Compensation, Management, Motivation (Again)

You are Paid, Managed, Motivated by:
  • Results
  • Future Results
Obviously, nobody has a perfect handle on future results. Mistakes will be made. The principal is:
  • Salary
  • Other forms of compensation and motivation - all you have is Trust and Commitment - the watchwords are "Avoid Violating Trust and Commitment" - so under-promise and over-deliver.

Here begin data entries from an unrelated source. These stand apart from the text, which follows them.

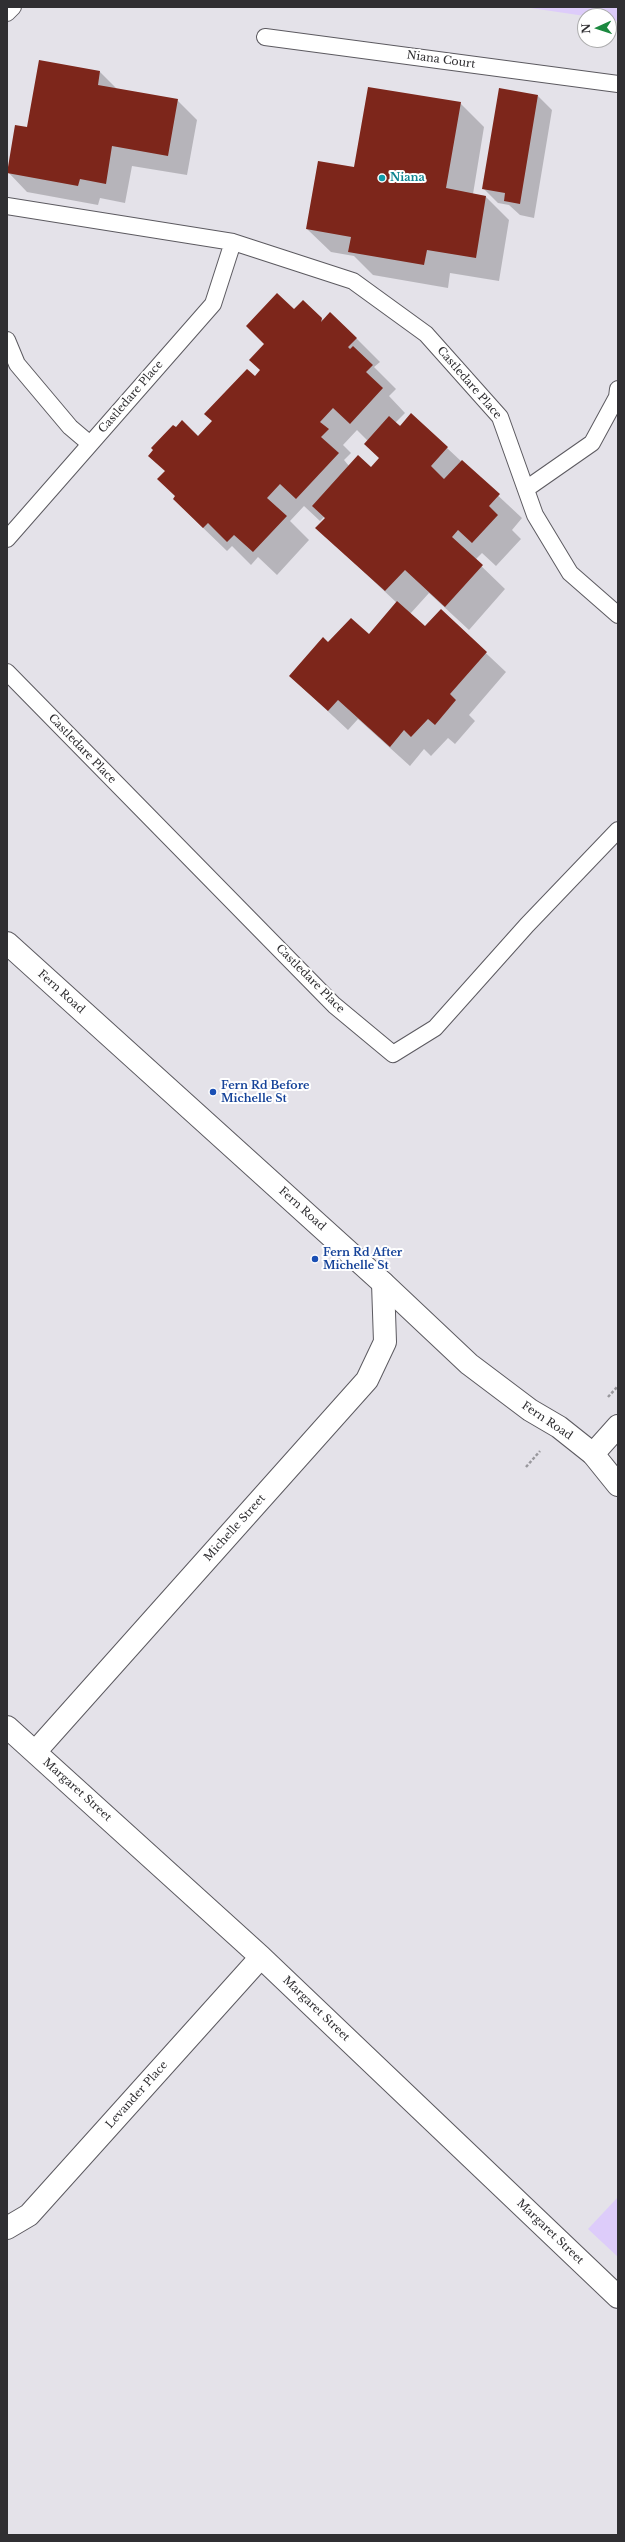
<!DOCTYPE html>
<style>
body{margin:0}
#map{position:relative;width:625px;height:2542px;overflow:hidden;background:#e4e2e9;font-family:"Libre Baskerville",serif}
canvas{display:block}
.frame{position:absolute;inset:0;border:8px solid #302f32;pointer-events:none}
.north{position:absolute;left:577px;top:8px;width:40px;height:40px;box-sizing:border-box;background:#fff;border:1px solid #acacad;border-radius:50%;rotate:267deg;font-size:11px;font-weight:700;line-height:16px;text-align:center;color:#302f32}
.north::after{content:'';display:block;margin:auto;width:14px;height:18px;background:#1c8940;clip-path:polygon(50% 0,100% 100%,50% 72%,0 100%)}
</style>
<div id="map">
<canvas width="625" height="2542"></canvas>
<div class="frame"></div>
<div class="north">N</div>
</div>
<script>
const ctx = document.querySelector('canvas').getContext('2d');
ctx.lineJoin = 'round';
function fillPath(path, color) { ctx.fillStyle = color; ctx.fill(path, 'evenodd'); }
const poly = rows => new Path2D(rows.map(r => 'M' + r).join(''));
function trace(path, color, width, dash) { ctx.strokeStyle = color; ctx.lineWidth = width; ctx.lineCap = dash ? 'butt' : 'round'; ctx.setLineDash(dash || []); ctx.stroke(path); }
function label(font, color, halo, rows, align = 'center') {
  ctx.font = font + ' "Libre Baskerville",serif'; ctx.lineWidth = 4; ctx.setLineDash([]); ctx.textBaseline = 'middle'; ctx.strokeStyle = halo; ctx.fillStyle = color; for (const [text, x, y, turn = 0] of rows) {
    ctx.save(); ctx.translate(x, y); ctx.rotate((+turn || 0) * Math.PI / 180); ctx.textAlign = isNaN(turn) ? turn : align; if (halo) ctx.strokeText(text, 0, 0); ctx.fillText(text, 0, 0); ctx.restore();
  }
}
fillPath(poly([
 [524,7,618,7,618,21,609,20,609,16,585,16],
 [618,2197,618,2257,588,2229]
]), '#ddccfa');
fillPath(poly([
 [40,61,100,72,117,89,177,100,197,120,187,175,132,166,125,203,100,198,98,205,27,192,8,172,28,128],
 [538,96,552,110,534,218,520,215,509,205,498,203,483,188],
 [460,103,484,127,473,194,485,196,509,220,499,281,450,273,448,288,373,275,354,256,331,252,307,229,355,168],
 [303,302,323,320,356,338,380,362,374,367,396,389,389,396,405,413,395,423,447,448,522,518,512,530,521,539,496,566,482,553,475,560,505,589,469,630,429,593,410,614,425,628,441,611,506,672,469,715,475,721,455,744,448,738,431,756,424,749,410,766,358,719,348,730,290,676,328,643,369,635,397,603,317,528,326,518,324,517,320,521,304,506,290,521,309,540,277,575,258,557,251,565,232,546,227,551,197,522,176,496,166,472,261,370,294,311],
 [357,430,368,441,380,458,371,468,349,466,344,460,351,453,343,445]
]), '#0003');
fillPath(poly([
 [39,60,100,71,98,85,178,99,168,156,112,146,106,184,80,179,78,186,7,173,15,125,27,127],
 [368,87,461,102,446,188,486,196,476,258,427,250,424,265,348,252,351,237,306,229,318,161,354,167],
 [499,88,538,95,520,204,504,201,505,193,482,189],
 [277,293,294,309,303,300,322,318,321,322,330,312,357,338,348,347,350,349,353,346,373,365,366,372,383,388,350,424,333,408,320,422,329,429,321,437,339,453,296,499,280,484,267,498,287,516,253,552,234,535,227,542,208,523,203,528,173,499,175,496,157,479,165,471,148,456,153,450,151,448,173,425,176,427,182,420,198,436,212,421,204,414,247,369,255,376,260,370,249,360,264,344,246,326],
 [411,413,448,447,431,466,444,479,462,460,500,494,489,506,498,515,472,543,458,530,452,537,483,565,445,607,405,570,385,591,315,528,325,518,312,506,358,455,371,467,379,458,364,444,389,416,400,426],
 [397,601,425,626,441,609,487,652,450,694,456,700,435,725,428,719,411,737,404,730,390,747,338,700,328,711,289,676,323,637,328,642,351,618,369,634]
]), '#7d261b');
const service = poly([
 [7,13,13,7],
 [265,37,618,84],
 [7,206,233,242,353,281,426,334,500,417,535,515,570,573,618,615],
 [7,340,17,364,70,427,90,444],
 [526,489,592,443,617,397,618,389],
 [7,539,213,304,233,242],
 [7,672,334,1005,393,1054,435,1028,527,925,618,830]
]);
const minor = poly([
 [593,1454,618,1426],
 [7,1727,261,1957,618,2297],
 [35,1752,367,1380,385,1342,383,1283],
 [7,2228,29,2215,261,1957]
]);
const tertiary = poly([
 [7,943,383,1283,469,1364,530,1410,559,1427,593,1454,618,1485]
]);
trace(service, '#5c5a60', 18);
trace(minor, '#5c5a60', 24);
trace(tertiary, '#5c5a60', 24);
trace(poly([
 [608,1397,618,1386],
 [526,1467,540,1451]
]), '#99989d', 2.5, [3, 2]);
trace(service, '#fff', 16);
trace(minor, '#fff', 22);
trace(tertiary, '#fff', 22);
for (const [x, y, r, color] of [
 [382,178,4,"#0f9aa8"],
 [213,1092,4,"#1a4fb4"],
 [315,1259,4,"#1a4fb4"]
]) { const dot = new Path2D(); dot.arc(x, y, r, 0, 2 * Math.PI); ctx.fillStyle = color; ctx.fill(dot); trace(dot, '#fff', 1.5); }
label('11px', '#302f32', '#fff', [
 ["Niana Court",441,60,8],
 ["Castledare Place",469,383,49],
 ["Castledare Place",131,397,-49],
 ["Castledare Place",82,749,46],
 ["Castledare Place",310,979,45],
 ["Fern Road",61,992,42],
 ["Fern Road",302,1209,42],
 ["Fern Road",547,1421,34],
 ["Michelle Street",235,1528,-48],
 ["Margaret Street",77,1790,42],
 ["Margaret Street",316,2009,44],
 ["Levander Place",137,2095,-48],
 ["Margaret Street",550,2232,44]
]);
label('bold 11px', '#0d838f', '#fff', [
 ["Niana",390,178]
], 'left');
label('bold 11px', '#164399', '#fff', [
 ["Fern Rd Before",221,1086],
 ["Michelle St",221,1099],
 ["Fern Rd After",323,1253],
 ["Michelle St",323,1266]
], 'left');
</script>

If you risk losing people because you under-promise, then raise the salary, or raise the committed monies to make sure the commitment is delivered. Because if you have a Violation of Trust and Commitment, then you wipe away all the good will built up before, and you will have to deliver double in the future to get half of the good will. People are very slow to forget a Violation of Trust and Commitment. OK, lets go over this list again - these are the components of Compensation, Management, and Motivation:
  1. Results - Historical evidence of meeting objectives: like bookings of a salesman
  2. Data on activities that have a "causal" relationship to the desired objectives: like number of meetings and follow-up activities with decision makers
  3. Data on activities that have a presumed, perhaps tenuous causal relationship to the desired objectives: like hours spent researching a possible new product offering. There is a significant chance of complete failure with a new product offering - that is why the causal relationship to the desired objectives is tenuous.
  4. "Positive" human factors: I sometimes eat at a cafeteria salad restaurant. The cafeteria trays are handed out by a handicapped man. Part of his salary is due to the restaurant living its stated values. (But it isn't all "altruism", he brings value, he is the voice of the restaurant's handicapped patrons). Note - What isn't a "positive" human factor - keeping someone in a job because you feel sorry for them is not a "positive" human factor - it has everything to do with a manager who finds it easy to be generous with other peoples' money, who cannot deal with the anxiety of terminating someone for cause, and who would not hesitate to terminate that person during an economic downturn, which is the exact time they would find it hardest to find a new job.
  5. "Negative" human factors: the percentage of salary that is based on kissing up, is another example.
  6. Market Forces: if the work is directly or closely aligned with pricing in an economic market, a component of compensation/management should be based on the market price: like a "free-agent" in baseball, or upper management in a publicly traded company, some component of compensation/management has to be based on the market price
  7. Relevant Sub-Categories of Market: "inter-market based compensation" - If the whole market sub-category goes down, but inside that sub-category, market share and profitability goes up, the compensation should reflect that. You will be in a good position when the sub-category reverses the downward turn, compensation, today, should reflect that, or you risk losing good people.